Crescentin filaments resemble eukaryotic intermediate filaments but lack the dynamic polymerization and depolymerization seen in actin- and tubulin-like proteins. Instead, they form stable bundles along one side of the cell, biasing the insertion of new peptidoglycan. This differential growth leads to curvature, with the convex side elongating faster than the concave side. Disrupting crescentin function results in straight, rod-like cells, underscoring its role as a structural determinant.

Roles in Growth and Cell Cycle

The bacterial cytoskeleton coordinates growth and cell cycle progression, ensuring structural integrity while distributing cellular components. Unlike eukaryotic cells, which use microtubules, actin filaments, and intermediate filaments, bacteria rely on a streamlined set of cytoskeletal proteins with analogous functions. These proteins guide cell wall synthesis, chromosome positioning, intracellular transport, and division timing.

MreB regulates cell elongation by directing peptidoglycan synthesis along the cell periphery, ensuring uniform growth. FtsZ dictates cytokinesis, assembling into a contractile ring that initiates septation at the appropriate stage. Crescentin, while primarily influencing curvature, also affects the spatial pattern of cell wall deposition. Together, these cytoskeletal elements integrate mechanical stability with the biochemical processes driving bacterial replication.

Distribution Across Various Bacterial Species

The presence and function of cytoskeletal proteins vary among bacterial species, reflecting diverse morphologies and ecological niches.
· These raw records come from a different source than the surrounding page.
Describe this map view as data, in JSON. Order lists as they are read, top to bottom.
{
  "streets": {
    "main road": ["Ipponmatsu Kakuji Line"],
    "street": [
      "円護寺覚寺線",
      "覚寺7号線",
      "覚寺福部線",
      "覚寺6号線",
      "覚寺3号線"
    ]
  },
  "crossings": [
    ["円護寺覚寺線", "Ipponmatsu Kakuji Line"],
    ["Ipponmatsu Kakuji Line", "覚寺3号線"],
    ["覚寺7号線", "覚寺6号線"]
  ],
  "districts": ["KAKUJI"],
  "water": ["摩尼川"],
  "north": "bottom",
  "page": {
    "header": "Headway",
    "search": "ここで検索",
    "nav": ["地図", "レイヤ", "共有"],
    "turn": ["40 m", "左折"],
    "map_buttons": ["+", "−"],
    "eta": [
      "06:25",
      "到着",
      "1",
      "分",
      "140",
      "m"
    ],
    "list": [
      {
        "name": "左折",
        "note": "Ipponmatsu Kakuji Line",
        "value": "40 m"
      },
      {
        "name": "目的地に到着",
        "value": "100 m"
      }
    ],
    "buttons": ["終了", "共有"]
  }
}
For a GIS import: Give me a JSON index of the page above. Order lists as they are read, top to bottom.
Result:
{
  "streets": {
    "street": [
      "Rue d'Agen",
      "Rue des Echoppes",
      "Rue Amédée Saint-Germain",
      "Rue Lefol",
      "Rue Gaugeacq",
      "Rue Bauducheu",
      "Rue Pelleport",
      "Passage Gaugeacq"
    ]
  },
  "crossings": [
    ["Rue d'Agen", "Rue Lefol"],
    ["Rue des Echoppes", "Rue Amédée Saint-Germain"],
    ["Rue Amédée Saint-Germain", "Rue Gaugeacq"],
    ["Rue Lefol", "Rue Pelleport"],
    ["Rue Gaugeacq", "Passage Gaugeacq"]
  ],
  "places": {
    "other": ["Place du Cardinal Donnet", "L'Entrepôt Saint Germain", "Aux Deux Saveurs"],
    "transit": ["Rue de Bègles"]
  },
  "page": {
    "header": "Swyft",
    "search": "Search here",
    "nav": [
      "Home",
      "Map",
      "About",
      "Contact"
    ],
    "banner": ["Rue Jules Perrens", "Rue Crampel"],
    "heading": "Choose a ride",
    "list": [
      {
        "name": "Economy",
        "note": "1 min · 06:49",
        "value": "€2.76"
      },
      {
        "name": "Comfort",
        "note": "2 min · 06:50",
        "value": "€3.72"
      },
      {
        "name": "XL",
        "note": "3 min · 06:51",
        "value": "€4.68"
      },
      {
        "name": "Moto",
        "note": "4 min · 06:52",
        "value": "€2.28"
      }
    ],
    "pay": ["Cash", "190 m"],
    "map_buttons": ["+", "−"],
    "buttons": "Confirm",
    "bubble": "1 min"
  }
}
While MreB, FtsZ, and crescentin are well-characterized in model organisms like Escherichia coli, Bacillus subtilis, and Caulobacter crescentus, their homologs exhibit distinct adaptations in other bacterial lineages. Some species possess additional cytoskeletal components for specialized processes like intracellular motility or host cell invasion.

Rod-shaped bacteria almost universally rely on MreB for their elongated structure, though variations in MreB organization influence specific growth patterns. In contrast, spherical bacteria like Staphylococcus aureus lack MreB, relying on alternative mechanisms for cell wall synthesis. FtsZ is nearly ubiquitous, serving as the primary driver of division across most bacterial species. Its conservation underscores its fundamental role in bacterial proliferation, though variations in its regulatory network allow for species-specific adaptations. Crescentin, by comparison, is more restricted, primarily found in curved or helical bacteria where it serves a specialized structural role.